Whilst I agree with the sentiments and some of the reasoning in the article - a few issues come to mind:
1. Cricket success is about great batting, bowling and fielding by the TEAM [as well as Leadership of course] in the 1st place - on the day of play! Having good management or backup players in the wings is secondary on that day. All these aspects must have focus all the time and perform consistently to achieve continued success
2. The failure in Durban was a disgrace by the TEAM - not Management or the players in the wings.
3. The Team should have a reward/penalty scheme in place that rewards "consistent" player performance and hurts in the pocket when they fail ~ the performance curve must always be either flat [meeting our high expectations] or upward [improving on the last performance]

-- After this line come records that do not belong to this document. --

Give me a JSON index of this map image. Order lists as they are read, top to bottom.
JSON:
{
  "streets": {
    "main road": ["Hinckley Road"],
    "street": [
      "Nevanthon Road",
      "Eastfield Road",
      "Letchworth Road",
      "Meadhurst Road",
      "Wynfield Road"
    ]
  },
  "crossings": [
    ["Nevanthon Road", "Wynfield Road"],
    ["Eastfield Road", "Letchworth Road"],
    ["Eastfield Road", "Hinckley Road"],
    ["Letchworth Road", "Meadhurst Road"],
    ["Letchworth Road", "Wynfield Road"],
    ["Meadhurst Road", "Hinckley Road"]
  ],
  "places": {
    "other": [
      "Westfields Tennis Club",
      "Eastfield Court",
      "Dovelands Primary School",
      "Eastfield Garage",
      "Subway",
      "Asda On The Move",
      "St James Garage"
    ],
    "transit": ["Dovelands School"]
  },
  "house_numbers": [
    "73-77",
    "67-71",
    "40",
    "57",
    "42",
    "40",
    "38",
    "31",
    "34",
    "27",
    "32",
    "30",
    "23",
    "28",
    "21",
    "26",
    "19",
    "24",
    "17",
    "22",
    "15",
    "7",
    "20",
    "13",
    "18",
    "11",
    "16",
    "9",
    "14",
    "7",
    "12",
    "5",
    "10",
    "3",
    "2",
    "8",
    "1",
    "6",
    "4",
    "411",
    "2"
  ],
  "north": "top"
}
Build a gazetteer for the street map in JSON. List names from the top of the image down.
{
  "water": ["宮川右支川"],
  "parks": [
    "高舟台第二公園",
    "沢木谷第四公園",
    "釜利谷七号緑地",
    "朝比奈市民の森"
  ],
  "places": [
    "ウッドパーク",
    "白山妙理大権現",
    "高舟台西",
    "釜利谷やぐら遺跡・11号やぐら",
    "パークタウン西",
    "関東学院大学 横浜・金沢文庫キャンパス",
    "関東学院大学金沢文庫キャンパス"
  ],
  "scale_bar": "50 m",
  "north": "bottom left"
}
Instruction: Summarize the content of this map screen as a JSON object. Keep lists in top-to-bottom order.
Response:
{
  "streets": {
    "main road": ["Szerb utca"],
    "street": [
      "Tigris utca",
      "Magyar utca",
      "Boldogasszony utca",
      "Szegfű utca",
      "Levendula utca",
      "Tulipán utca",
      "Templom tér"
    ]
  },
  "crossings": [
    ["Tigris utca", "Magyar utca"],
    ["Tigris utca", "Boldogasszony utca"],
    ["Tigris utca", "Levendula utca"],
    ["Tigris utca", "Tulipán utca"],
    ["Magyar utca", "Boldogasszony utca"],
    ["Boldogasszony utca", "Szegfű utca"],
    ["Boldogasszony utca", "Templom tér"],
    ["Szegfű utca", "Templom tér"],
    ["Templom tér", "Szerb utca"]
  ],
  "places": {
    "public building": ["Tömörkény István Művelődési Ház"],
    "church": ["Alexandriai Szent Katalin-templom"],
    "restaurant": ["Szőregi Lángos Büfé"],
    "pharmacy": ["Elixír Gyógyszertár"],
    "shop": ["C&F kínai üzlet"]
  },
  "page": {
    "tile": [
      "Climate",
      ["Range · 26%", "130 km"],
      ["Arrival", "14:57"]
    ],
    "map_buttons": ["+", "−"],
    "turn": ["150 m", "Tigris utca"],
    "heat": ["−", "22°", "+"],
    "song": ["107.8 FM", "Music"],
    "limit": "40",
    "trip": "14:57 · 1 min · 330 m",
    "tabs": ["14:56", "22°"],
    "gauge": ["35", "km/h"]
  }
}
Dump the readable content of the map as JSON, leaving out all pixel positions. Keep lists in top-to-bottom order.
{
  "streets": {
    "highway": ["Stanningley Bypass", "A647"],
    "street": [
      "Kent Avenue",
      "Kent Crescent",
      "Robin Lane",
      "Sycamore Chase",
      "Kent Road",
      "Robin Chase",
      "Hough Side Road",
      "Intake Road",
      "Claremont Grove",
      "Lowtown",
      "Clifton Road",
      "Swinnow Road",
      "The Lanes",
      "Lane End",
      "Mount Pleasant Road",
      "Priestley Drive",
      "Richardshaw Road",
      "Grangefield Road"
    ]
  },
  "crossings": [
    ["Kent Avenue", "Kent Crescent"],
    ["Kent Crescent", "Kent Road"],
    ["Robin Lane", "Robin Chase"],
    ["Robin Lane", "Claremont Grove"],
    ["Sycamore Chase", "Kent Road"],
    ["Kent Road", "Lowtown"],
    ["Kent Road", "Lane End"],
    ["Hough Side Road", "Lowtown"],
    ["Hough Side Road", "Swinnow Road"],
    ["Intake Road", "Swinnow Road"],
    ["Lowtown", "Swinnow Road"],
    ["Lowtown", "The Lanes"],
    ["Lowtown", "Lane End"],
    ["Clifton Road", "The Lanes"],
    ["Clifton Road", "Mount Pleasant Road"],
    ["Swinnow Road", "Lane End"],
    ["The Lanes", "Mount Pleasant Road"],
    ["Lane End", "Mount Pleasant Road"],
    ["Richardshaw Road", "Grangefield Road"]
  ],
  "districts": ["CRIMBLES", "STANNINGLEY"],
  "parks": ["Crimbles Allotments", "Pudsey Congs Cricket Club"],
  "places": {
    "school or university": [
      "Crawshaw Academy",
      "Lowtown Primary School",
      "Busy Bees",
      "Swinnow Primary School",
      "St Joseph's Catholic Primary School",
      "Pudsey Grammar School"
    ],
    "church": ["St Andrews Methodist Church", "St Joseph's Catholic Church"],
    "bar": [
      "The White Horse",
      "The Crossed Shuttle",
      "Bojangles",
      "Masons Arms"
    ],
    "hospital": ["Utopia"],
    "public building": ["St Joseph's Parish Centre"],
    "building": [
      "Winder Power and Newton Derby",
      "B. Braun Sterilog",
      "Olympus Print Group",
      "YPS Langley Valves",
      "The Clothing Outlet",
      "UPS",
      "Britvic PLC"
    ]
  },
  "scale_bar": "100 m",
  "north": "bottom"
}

4. Bowling consistent "rubbish" which the opposition can ignore is of no value to the TEAM, they don't even have to field these deliveries! All the bowlers did that, not just Ntini! He was only picked by the selector's to satisfy the media and give him his 100th+ game, his previous 5 games performance certainly did not warrant his selection. This was Management's [the SELECTOR'S] error, not the TEAM!
4. Throwing your wicket away by poor shot selection is also of no help to anyone - this is what the TEAM did in Durban - no excuses. If England can hang on for two days in Centurion and Cape Town, up to and including the tail-enders - where is the SA TEAM's focus
5. Dropping catches and poor fielding is unacceptable - ALL THE TIME!
6. We have to get everything right - not just a single aspect of the great game!